第26話 誕生日会、来てくれるよね?

 アキと環は長らくご馳走というものを見ていない。施設で働き始めてからは一度もたりとも口にしていない。両者とも金銭的に問題が無くなったとて、機会が無ければ豪華な食事に手を伸ばそうとは思えなかった。

 少なくともアキは外食をしたことが無かったわけではないのだが、食事の後に自室に戻り入浴し……といった日常の工程に非日常が塗り潰されるような感覚がどうにも好きになれなかった。普段より良い食事をしているのだから精神的にはずっと楽になっているはずだというのに、何故か普段以上に翌日の仕事に懸けるモチベーションが落ちるのだ。

 ──さて、二人が同時に食事について考えたのには理由が有る。

 ベルトコンベヤが食事を運んできたのは一度や二度ではないのだが、今回に至っては今まさに湯気を立てているご馳走であった。デミグラスソースのたっぷりかかったハンバーグ、唐揚げやフライドポテトなどの揚げ物の皿、ほうれん草のキッシュ、チキンソテーのチーズクリームソース、色とりどりのサラダ、シャンパンにジュースの瓶、白いホイップクリームに赤く艶やかな苺……ケーキに備え付けられたチョコレート製のプレートには「エラ、誕生日おめでとう!」の文字。アキと環は思わず無言で互いに顔を見合わせた。


「助けてください!私、事務職員のエラです!助けて……」


 しばらく料理を見つめて黙りこくっていた二人。まだ出来たてといっても過言ではない料理……どうせ生き返るのだから、少し摘まんでもいいのでは?とでも言いたげな視線、これをどう思う?幻覚じゃないか?と言いたげな目が至近距離で交差する。

 然ベルトコンベヤは稼働し続け、料理の列の最後尾に当たるポジションに正座の状態で流れてきたことで状況は一変する。

 不審死体でもなければ、怪物でもない──生身の生きた人間がベルトコンベヤの上に座って運ばれてきたのである。

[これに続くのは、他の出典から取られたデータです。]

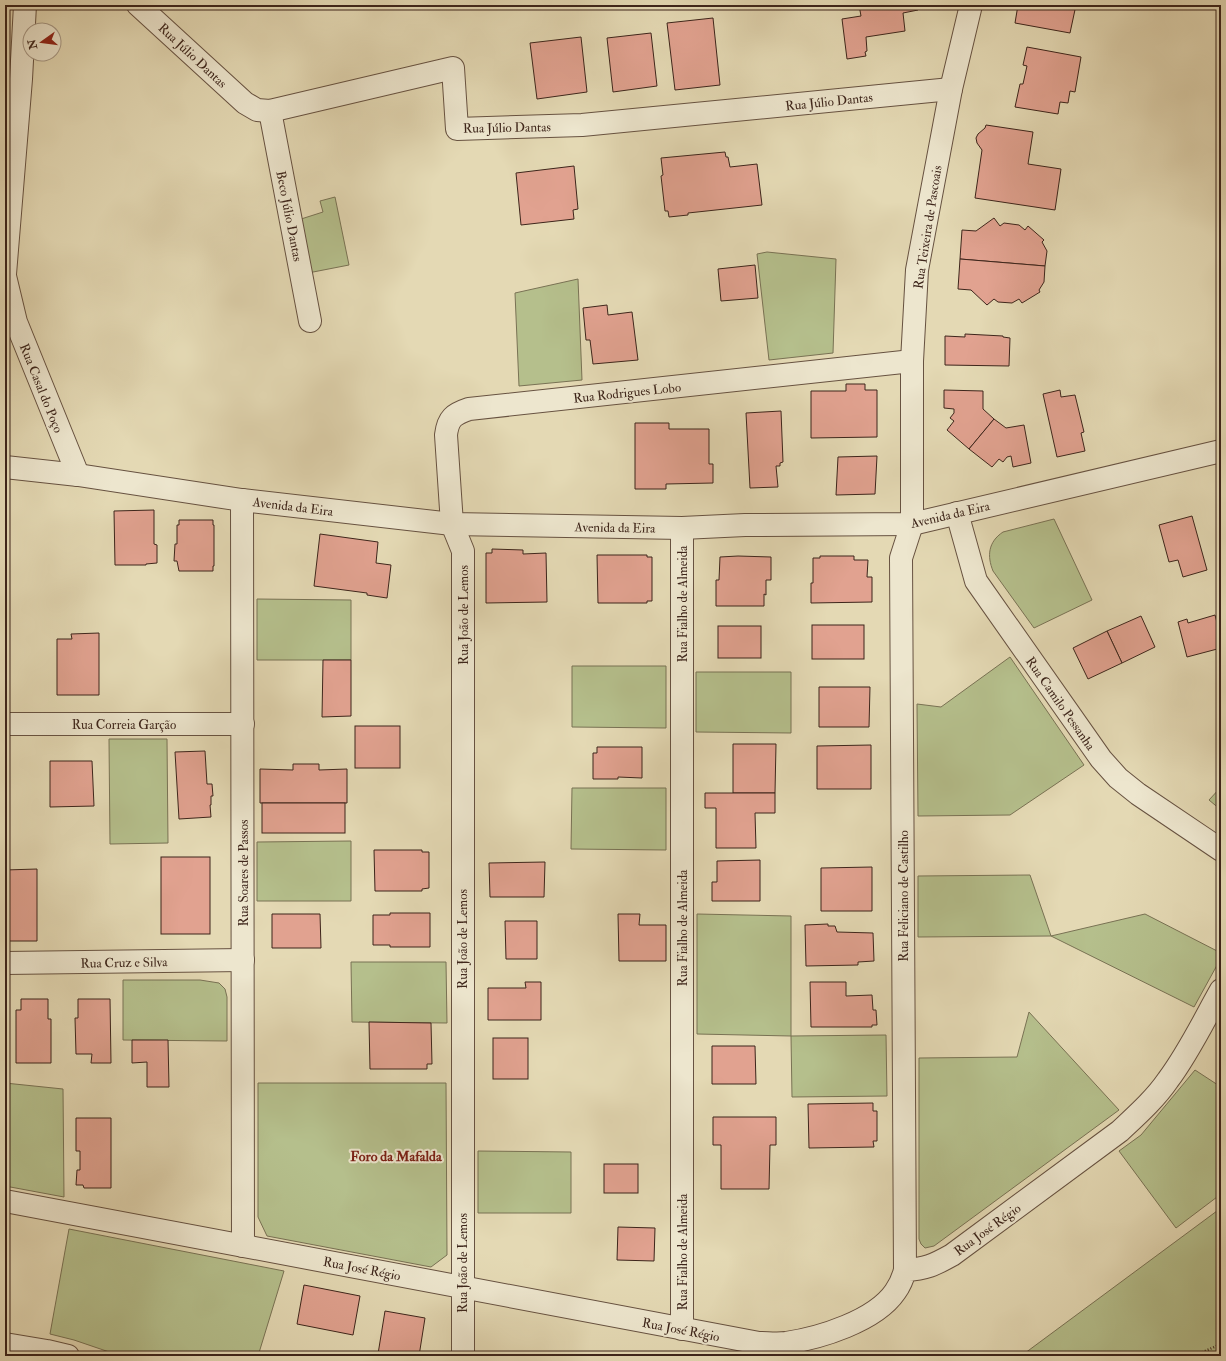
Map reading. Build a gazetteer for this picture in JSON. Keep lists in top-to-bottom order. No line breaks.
{"streets":{"street":["Rua Júlio Dantas","Beco Júlio Dantas","Rua Teixeira de Pascoais","Rua Casal do Poço","Rua Rodrigues Lobo","Avenida da Eira","Rua Fialho de Almeida","Rua João de Lemos","Rua Camilo Pessanha","Rua Correia Garção","Rua Soares de Passos","Rua Feliciano de Castilho","Rua Cruz e Silva","Rua José Régio"]},"crossings":[["Rua Júlio Dantas","Beco Júlio Dantas"],["Rua Júlio Dantas","Rua Teixeira de Pascoais"],["Rua Teixeira de Pascoais","Rua Rodrigues Lobo"],["Rua Teixeira de Pascoais","Avenida da Eira"],["Rua Teixeira de Pascoais","Rua Feliciano de Castilho"],["Rua Casal do Poço","Avenida da Eira"],["Rua Rodrigues Lobo","Avenida da Eira"],["Rua Rodrigues Lobo","Rua João de Lemos"],["Avenida da Eira","Rua Fialho de Almeida"],["Avenida da Eira","Rua João de Lemos"],["Avenida da Eira","Rua Camilo Pessanha"],["Avenida da Eira","Rua Soares de Passos"],["Avenida da Eira","Rua Feliciano de Castilho"],["Rua Fialho de Almeida","Rua José Régio"],["Rua João de Lemos","Rua José Régio"],["Rua Correia Garção","Rua Soares de Passos"],["Rua Soares de Passos","Rua Cruz e Silva"],["Rua Soares de Passos","Rua José Régio"],["Rua Feliciano de Castilho","Rua José Régio"]],"districts":["Foro da Mafalda"],"north":"left"}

「えっ!?生身の人間が出てくることなんてあるんですか?」

「あっ、逃げないで……武器なんて持ってないですから!説明、説明をしますから……お願いだからこの部屋から出ないでください」


 ベルトコンベヤの上に乗っている人間は何処にでもいる小柄な女性といった容貌である。肩甲骨のあたりまで伸びた癖のない茶髪に橙の目。少女と言っても差し支えないほどの童顔。施設の正規職員が着用している白いジャケット、黒いスーツのような制服。ここの社員であることは一目瞭然なのだが一つだけ場違いなパーツが張り付いている──彼女の頭にはパーティーグッズの黄色い三角帽子の類が紐で顎に引っかける形で固定されているのだ。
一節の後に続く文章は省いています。